══ Raw data ══

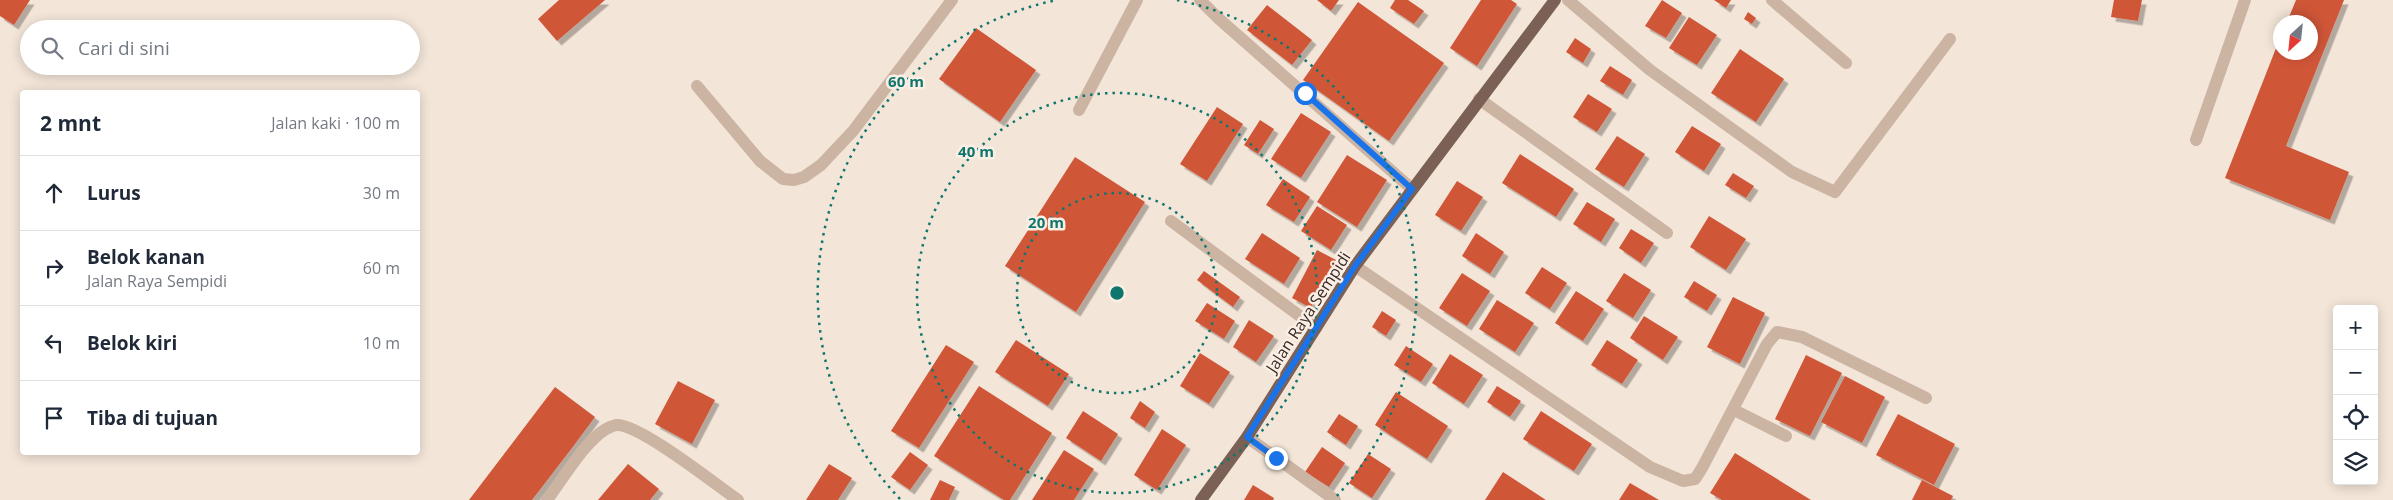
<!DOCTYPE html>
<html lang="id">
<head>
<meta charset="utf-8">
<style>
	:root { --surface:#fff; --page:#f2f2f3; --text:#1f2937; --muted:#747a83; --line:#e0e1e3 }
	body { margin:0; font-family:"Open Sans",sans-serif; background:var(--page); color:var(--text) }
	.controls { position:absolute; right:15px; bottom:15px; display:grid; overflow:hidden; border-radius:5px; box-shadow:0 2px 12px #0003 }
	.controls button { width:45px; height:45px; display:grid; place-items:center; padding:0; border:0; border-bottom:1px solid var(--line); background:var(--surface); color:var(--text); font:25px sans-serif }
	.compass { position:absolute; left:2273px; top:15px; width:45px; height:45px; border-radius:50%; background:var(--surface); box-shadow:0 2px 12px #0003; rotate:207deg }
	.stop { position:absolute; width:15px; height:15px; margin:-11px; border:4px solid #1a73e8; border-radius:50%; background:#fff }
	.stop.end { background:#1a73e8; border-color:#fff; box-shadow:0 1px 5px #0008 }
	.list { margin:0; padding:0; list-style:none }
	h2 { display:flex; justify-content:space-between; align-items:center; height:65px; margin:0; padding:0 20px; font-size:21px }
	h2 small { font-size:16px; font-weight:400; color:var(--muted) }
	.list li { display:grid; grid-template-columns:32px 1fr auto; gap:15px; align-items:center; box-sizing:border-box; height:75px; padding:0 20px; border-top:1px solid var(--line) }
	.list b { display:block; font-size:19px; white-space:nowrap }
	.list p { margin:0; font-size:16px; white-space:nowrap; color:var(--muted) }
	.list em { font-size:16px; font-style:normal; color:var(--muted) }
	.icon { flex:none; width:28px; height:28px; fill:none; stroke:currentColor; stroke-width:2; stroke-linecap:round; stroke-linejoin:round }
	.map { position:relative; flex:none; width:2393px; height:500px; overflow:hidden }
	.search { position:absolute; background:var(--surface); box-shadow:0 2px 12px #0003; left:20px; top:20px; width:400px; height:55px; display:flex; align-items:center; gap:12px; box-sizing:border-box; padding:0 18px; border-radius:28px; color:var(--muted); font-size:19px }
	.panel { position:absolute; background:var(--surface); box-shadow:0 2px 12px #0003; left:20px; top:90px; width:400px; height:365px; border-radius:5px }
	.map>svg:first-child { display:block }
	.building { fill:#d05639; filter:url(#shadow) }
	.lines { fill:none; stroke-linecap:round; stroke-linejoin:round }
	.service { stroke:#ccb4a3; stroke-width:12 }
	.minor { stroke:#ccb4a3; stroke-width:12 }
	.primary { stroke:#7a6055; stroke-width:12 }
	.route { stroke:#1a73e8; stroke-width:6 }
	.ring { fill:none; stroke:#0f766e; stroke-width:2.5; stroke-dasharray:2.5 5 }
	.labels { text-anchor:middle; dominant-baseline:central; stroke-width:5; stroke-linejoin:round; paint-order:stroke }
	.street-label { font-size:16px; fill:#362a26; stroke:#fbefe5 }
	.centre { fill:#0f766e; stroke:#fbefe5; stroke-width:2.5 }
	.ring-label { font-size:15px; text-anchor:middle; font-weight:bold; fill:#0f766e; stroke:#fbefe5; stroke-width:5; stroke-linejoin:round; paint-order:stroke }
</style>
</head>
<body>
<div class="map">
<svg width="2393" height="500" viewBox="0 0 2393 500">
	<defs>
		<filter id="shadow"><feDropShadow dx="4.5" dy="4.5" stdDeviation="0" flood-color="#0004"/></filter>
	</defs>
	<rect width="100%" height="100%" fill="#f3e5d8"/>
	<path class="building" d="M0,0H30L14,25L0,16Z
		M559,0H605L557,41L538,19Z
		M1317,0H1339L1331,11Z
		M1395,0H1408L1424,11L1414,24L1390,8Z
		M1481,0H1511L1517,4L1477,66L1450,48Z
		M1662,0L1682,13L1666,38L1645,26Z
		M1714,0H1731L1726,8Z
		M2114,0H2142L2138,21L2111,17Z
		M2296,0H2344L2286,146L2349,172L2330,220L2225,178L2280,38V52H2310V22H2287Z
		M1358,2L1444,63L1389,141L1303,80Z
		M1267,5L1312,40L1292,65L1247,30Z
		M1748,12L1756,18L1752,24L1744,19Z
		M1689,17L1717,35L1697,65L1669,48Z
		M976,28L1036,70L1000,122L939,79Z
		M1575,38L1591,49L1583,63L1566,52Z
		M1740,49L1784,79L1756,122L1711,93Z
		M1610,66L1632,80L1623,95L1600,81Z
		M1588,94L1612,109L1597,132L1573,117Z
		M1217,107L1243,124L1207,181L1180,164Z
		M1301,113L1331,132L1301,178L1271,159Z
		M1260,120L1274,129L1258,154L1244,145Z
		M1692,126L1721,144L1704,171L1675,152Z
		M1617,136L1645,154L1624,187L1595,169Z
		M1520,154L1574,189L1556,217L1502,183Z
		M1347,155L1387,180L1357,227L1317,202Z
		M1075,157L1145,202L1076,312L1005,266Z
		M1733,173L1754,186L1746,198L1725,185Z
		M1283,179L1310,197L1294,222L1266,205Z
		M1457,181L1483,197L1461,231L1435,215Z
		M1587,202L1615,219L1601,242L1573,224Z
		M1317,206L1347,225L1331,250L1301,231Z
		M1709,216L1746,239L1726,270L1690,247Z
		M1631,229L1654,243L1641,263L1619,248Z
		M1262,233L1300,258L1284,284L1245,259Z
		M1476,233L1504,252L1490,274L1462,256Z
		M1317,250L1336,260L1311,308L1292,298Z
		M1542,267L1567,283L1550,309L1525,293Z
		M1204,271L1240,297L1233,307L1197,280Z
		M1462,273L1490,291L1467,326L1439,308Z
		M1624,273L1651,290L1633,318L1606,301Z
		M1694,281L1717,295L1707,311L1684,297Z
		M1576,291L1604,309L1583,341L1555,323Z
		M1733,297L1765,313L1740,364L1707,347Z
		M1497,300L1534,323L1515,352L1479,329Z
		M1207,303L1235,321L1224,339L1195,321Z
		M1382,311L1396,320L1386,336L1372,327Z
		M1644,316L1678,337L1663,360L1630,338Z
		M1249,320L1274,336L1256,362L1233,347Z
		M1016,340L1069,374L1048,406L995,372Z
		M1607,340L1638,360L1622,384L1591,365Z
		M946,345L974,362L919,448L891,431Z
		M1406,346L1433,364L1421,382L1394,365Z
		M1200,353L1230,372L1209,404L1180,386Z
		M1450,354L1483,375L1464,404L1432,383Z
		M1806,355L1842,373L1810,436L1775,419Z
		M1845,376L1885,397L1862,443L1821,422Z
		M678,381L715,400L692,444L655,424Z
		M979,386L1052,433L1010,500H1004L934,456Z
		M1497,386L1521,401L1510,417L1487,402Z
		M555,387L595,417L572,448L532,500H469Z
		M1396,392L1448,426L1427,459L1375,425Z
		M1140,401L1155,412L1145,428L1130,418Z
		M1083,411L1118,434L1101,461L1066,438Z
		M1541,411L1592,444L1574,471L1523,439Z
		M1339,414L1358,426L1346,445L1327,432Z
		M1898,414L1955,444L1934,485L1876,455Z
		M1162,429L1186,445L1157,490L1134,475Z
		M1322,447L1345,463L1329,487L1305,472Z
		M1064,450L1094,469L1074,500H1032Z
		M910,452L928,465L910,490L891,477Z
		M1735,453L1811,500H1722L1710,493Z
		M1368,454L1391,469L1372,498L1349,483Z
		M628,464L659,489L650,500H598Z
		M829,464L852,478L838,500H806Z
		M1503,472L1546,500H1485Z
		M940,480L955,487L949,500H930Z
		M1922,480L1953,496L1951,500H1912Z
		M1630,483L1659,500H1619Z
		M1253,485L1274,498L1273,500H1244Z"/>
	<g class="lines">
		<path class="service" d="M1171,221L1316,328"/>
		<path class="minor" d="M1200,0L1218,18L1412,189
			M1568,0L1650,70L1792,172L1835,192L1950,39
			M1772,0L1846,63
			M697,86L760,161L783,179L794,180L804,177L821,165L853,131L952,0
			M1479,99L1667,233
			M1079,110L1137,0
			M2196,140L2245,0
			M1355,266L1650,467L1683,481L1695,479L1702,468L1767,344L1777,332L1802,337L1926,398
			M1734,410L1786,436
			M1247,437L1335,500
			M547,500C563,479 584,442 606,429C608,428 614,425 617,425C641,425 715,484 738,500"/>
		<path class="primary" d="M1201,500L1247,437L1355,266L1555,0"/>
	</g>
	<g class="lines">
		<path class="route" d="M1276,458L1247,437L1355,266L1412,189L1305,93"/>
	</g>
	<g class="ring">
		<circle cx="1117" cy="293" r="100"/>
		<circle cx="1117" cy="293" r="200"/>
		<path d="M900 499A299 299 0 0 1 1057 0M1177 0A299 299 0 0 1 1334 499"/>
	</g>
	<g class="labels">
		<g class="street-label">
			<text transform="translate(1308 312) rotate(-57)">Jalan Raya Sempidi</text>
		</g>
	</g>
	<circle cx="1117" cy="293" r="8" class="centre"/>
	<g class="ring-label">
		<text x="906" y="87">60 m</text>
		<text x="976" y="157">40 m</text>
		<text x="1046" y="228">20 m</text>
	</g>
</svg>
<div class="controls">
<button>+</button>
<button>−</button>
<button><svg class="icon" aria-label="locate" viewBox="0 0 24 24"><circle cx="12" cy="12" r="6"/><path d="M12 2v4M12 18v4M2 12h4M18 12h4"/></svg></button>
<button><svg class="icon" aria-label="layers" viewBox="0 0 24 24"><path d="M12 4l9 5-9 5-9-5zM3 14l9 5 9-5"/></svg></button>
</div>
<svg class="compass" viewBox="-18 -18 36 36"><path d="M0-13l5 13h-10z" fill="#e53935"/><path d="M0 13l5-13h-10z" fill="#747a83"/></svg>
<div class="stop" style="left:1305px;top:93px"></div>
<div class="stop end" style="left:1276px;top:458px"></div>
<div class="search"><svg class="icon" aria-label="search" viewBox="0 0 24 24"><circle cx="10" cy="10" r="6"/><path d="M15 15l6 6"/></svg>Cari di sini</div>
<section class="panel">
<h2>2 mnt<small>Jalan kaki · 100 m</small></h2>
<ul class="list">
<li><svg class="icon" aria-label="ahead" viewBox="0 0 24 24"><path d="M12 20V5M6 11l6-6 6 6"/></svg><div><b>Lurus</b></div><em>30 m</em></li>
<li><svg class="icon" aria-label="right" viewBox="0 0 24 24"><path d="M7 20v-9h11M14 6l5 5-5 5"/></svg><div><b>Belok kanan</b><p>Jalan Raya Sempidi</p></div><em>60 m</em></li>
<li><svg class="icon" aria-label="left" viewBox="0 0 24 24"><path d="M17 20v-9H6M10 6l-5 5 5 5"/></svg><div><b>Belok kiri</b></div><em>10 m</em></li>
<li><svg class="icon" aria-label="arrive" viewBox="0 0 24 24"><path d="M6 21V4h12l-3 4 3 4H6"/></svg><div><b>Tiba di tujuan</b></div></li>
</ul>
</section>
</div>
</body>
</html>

═══

- Activity:
Pictures should not appear in the copy. Write out exactly the lines above from the first one through the line that contains "position:absolute; right:15px; bottom:15px;".

- Response:
<!DOCTYPE html>
<html lang="id">
<head>
<meta charset="utf-8">
<style>
	:root { --surface:#fff; --page:#f2f2f3; --text:#1f2937; --muted:#747a83; --line:#e0e1e3 }
	body { margin:0; font-family:"Open Sans",sans-serif; background:var(--page); color:var(--text) }
	.controls { position:absolute; right:15px; bottom:15px; display:grid; overflow:hidden; border-radius:5px; box-shadow:0 2px 12px #0003 }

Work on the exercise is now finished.